* ASSIGNMENT *
Write out only the final part of the records below. It begins with the line that contains "Task: Describe this" and ends with the last line.

* Stored data *
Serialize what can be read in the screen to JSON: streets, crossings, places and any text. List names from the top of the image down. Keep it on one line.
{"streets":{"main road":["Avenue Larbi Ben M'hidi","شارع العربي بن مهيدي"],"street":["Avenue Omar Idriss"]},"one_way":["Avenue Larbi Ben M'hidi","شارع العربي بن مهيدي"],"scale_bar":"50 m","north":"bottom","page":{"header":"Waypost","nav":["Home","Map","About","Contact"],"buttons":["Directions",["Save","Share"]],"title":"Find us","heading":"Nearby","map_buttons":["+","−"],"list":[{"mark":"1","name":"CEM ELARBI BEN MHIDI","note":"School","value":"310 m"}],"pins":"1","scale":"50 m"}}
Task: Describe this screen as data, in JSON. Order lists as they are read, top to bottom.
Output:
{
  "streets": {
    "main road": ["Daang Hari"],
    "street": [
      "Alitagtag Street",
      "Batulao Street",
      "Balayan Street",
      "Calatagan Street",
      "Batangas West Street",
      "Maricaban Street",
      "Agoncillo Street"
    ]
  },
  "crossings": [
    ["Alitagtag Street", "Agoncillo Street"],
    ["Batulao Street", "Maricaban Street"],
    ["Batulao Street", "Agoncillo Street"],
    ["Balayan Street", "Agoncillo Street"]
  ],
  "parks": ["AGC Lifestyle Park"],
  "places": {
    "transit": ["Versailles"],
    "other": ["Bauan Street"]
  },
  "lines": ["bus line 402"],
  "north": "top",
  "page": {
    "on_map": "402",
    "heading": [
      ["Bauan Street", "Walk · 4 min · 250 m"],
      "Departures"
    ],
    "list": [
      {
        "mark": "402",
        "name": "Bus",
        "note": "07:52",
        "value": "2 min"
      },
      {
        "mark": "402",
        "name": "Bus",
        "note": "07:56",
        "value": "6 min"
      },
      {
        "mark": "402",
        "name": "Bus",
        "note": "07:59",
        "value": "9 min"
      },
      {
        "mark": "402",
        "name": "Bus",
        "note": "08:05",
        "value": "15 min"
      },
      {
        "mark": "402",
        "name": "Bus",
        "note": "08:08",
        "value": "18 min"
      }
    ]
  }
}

* TASK RESPONSE *
Task: Describe this screen as data, in JSON. Order lists as they are read, top to bottom.
Output:
{
  "streets": {
    "main road": ["Daang Hari"],
    "street": [
      "Alitagtag Street",
      "Batulao Street",
      "Balayan Street",
      "Calatagan Street",
      "Batangas West Street",
      "Maricaban Street",
      "Agoncillo Street"
    ]
  },
  "crossings": [
    ["Alitagtag Street", "Agoncillo Street"],
    ["Batulao Street", "Maricaban Street"],
    ["Batulao Street", "Agoncillo Street"],
    ["Balayan Street", "Agoncillo Street"]
  ],
  "parks": ["AGC Lifestyle Park"],
  "places": {
    "transit": ["Versailles"],
    "other": ["Bauan Street"]
  },
  "lines": ["bus line 402"],
  "north": "top",
  "page": {
    "on_map": "402",
    "heading": [
      ["Bauan Street", "Walk · 4 min · 250 m"],
      "Departures"
    ],
    "list": [
      {
        "mark": "402",
        "name": "Bus",
        "note": "07:52",
        "value": "2 min"
      },
      {
        "mark": "402",
        "name": "Bus",
        "note": "07:56",
        "value": "6 min"
      },
      {
        "mark": "402",
        "name": "Bus",
        "note": "07:59",
        "value": "9 min"
      },
      {
        "mark": "402",
        "name": "Bus",
        "note": "08:05",
        "value": "15 min"
      },
      {
        "mark": "402",
        "name": "Bus",
        "note": "08:08",
        "value": "18 min"
      }
    ]
  }
}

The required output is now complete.